- TASK ITEM
Check each line of the entries below for the word "labels", then state how many lines have it and nothing more.

——————

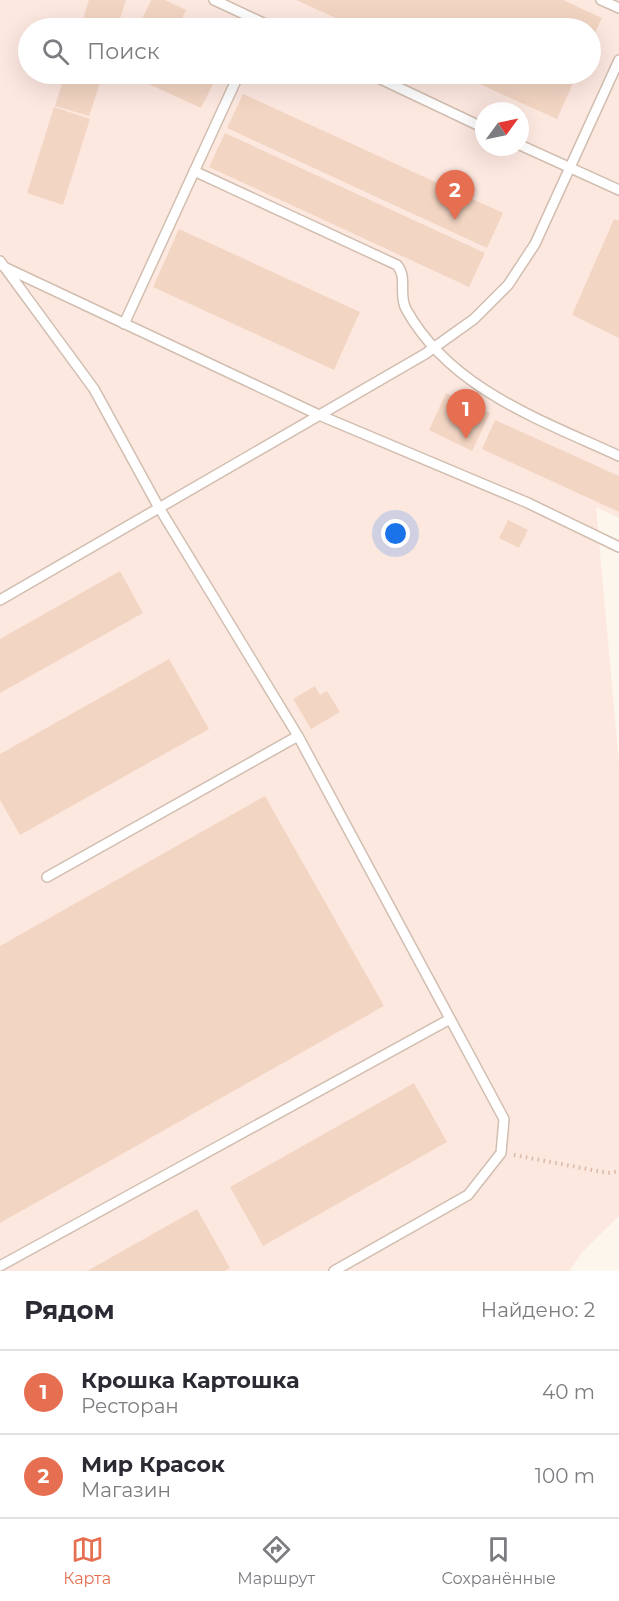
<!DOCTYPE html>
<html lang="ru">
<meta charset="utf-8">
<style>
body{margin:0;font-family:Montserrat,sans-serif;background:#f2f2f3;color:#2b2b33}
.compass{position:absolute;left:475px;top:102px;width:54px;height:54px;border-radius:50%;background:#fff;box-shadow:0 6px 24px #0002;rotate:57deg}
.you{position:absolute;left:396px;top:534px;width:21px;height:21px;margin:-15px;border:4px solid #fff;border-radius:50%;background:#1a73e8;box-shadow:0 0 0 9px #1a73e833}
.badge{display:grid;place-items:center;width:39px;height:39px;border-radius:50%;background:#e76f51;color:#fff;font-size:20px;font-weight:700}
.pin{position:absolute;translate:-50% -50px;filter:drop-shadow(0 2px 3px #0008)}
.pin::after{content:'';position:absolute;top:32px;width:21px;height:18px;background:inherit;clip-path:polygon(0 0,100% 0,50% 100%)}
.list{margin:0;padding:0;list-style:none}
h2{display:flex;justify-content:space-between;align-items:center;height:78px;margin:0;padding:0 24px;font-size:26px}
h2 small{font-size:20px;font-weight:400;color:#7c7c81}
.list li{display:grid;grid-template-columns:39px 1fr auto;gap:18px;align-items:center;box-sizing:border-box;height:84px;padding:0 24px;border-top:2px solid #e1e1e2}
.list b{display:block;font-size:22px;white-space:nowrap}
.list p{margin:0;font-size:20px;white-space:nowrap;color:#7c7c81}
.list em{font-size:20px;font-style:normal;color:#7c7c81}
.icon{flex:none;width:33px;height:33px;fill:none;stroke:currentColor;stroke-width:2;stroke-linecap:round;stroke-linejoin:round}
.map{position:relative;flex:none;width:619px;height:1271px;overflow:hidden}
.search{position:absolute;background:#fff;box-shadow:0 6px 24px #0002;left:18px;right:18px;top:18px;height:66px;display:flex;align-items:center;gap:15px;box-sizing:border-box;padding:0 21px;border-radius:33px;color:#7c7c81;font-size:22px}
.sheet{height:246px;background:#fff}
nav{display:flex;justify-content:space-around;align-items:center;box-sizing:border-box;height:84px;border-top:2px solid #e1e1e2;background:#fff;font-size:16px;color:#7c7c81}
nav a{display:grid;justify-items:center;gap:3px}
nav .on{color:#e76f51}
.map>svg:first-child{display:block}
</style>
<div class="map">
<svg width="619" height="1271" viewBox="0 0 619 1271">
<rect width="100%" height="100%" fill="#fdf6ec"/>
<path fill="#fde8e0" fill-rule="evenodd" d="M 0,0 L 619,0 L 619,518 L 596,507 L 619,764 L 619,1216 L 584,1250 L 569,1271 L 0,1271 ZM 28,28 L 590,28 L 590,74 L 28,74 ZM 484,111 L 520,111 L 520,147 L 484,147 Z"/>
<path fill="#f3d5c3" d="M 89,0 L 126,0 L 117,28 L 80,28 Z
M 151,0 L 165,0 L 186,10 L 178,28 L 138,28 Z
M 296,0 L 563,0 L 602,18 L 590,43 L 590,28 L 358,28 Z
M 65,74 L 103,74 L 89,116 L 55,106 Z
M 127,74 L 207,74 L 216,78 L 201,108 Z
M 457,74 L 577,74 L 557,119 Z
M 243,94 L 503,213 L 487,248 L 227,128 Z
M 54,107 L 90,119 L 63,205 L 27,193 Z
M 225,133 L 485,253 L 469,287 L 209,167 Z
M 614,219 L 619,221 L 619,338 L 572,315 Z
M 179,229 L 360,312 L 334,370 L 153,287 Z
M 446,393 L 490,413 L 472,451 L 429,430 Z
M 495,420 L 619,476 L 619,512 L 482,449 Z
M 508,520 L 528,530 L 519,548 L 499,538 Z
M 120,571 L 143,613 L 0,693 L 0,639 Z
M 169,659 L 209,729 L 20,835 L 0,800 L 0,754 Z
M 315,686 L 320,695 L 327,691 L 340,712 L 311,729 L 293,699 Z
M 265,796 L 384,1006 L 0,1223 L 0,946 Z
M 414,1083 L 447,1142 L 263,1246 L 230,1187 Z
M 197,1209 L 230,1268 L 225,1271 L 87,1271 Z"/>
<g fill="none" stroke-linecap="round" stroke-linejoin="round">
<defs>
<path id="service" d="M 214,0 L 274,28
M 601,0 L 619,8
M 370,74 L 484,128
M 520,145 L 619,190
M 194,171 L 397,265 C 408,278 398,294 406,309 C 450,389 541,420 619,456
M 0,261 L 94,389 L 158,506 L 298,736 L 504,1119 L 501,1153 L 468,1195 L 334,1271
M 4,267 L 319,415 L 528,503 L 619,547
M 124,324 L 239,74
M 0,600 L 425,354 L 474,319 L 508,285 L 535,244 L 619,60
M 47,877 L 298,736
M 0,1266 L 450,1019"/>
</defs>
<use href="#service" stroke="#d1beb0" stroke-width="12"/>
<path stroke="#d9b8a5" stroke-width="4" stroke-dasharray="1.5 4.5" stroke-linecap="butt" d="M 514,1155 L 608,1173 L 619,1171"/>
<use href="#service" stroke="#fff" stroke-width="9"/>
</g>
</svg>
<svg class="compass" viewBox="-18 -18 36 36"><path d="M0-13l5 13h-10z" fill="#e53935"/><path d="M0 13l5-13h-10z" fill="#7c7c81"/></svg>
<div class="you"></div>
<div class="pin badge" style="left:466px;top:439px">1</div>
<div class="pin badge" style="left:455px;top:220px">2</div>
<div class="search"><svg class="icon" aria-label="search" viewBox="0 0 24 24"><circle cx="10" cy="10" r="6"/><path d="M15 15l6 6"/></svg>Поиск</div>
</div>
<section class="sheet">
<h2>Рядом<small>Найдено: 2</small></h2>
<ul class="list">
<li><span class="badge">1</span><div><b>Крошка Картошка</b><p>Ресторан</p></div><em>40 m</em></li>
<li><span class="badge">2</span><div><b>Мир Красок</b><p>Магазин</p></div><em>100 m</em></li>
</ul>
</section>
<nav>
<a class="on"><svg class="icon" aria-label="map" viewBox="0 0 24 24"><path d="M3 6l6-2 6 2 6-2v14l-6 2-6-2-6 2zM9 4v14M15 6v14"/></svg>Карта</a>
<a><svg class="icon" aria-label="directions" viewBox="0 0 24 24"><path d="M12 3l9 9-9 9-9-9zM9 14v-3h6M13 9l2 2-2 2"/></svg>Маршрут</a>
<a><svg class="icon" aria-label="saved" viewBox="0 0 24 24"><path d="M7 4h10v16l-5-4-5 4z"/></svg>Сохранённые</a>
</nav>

——————

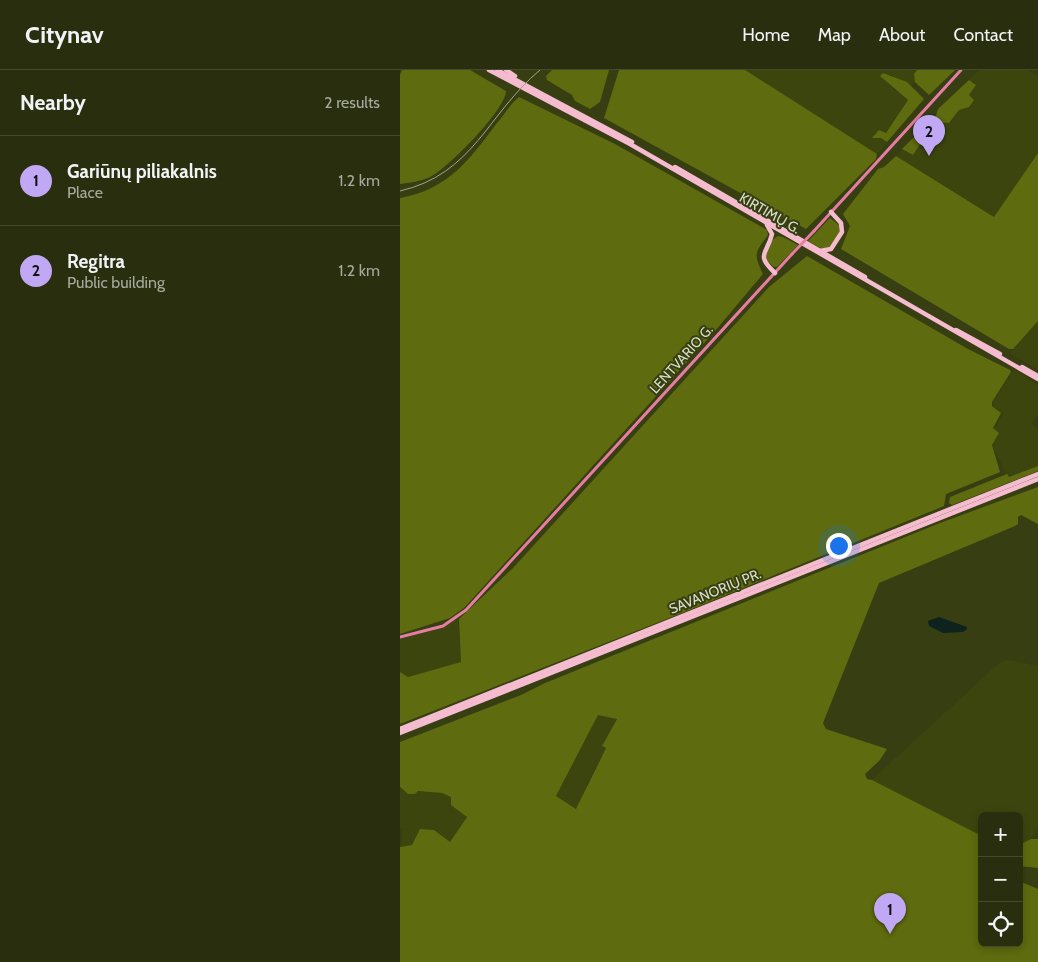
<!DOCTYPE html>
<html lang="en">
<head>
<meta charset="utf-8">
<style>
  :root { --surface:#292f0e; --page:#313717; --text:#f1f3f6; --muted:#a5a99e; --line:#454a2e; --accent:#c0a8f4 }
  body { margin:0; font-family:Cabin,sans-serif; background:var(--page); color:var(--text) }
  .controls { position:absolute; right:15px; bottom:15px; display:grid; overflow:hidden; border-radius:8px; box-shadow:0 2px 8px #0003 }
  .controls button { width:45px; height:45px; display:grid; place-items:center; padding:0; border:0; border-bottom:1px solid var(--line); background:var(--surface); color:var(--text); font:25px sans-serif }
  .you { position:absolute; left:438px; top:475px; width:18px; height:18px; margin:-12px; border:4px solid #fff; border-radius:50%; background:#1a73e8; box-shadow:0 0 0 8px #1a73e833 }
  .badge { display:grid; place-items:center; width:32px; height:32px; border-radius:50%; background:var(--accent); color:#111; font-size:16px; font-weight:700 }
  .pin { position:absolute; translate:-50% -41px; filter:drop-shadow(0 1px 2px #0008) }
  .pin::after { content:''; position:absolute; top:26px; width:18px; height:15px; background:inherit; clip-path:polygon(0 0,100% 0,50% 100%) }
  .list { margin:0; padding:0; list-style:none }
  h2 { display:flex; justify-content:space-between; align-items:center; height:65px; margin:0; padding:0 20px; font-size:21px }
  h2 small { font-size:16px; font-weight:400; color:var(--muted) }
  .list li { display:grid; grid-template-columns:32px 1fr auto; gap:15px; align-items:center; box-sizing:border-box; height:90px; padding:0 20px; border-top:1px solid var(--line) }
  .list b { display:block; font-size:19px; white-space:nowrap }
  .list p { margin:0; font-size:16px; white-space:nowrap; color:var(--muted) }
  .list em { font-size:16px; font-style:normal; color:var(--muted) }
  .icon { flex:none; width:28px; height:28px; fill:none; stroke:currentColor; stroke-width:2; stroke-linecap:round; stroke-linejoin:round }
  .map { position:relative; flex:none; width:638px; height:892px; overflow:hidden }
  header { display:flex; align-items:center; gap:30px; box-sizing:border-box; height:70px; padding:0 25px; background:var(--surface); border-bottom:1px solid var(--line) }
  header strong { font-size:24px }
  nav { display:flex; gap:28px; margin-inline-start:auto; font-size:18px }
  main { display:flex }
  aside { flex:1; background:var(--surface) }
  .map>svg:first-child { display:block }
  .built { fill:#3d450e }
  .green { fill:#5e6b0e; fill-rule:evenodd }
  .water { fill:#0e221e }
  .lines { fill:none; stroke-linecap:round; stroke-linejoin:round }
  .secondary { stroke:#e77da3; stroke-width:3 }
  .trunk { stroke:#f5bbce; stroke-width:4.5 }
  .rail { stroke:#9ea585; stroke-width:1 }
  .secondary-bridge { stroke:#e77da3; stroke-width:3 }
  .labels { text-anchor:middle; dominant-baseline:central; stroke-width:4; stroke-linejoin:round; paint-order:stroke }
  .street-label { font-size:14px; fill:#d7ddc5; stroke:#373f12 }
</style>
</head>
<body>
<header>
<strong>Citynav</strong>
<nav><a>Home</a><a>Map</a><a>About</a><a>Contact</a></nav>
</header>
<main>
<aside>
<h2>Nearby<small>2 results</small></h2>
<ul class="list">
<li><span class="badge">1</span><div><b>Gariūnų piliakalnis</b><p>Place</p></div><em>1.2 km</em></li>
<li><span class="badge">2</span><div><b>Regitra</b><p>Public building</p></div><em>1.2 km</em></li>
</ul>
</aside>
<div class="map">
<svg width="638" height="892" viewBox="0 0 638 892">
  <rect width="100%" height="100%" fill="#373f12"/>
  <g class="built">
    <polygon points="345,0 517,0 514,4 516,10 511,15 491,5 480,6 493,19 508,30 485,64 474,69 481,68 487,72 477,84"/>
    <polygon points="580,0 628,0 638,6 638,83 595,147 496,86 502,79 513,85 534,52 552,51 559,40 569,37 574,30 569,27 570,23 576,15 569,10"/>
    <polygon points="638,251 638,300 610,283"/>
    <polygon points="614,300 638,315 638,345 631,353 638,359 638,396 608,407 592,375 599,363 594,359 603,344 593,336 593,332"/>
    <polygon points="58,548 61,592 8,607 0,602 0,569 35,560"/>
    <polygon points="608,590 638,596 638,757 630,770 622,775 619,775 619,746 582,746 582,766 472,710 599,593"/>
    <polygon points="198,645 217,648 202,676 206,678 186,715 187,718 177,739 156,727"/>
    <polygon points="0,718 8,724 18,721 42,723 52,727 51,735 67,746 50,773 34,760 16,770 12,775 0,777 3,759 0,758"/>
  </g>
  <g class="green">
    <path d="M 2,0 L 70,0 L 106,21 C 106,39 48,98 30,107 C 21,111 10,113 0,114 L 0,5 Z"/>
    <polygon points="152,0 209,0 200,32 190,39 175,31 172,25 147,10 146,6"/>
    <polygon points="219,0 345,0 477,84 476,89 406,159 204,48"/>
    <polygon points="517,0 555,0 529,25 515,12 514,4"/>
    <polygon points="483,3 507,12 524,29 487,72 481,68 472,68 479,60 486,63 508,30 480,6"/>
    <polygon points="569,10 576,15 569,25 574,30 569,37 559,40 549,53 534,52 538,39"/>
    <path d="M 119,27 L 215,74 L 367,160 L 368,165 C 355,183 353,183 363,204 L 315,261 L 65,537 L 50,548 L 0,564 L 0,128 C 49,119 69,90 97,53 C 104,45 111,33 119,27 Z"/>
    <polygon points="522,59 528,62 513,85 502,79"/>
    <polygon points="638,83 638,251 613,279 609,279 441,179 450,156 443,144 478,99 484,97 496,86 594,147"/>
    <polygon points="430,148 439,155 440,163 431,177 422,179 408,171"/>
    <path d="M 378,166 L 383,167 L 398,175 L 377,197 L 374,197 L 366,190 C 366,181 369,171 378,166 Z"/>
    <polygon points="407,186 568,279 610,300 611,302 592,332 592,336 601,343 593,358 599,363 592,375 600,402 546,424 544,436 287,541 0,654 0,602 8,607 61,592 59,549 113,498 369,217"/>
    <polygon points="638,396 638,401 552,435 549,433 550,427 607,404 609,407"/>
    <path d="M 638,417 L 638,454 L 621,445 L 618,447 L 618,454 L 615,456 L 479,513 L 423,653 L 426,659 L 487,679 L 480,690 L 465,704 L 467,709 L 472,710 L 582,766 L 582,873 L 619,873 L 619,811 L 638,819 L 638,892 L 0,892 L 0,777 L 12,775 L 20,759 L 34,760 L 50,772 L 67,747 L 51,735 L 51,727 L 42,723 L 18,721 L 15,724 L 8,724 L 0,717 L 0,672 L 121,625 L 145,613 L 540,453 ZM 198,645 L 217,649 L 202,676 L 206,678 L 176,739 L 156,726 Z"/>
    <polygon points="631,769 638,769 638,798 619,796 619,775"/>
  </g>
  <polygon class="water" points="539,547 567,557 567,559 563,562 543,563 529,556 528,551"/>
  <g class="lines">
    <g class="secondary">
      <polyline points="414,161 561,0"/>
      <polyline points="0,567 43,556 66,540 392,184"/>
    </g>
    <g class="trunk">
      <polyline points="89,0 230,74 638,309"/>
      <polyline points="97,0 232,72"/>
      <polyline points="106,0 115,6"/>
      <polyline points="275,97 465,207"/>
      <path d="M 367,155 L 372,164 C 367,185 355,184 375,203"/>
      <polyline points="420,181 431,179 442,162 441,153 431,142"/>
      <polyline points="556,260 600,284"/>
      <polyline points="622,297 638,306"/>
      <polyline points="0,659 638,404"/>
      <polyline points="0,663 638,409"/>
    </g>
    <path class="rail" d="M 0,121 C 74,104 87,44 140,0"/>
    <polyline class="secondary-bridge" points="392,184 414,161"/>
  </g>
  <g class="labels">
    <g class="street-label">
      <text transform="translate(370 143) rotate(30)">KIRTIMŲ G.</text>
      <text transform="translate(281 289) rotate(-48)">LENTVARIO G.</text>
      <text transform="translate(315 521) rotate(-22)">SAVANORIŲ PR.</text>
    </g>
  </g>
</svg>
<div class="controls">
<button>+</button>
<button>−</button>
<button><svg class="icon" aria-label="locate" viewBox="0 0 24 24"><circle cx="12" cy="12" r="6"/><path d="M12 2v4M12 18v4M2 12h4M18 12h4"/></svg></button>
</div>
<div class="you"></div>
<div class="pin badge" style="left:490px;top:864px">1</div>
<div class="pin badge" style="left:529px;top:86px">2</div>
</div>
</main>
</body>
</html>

——————

- REPLY TO THE EXERCISE
2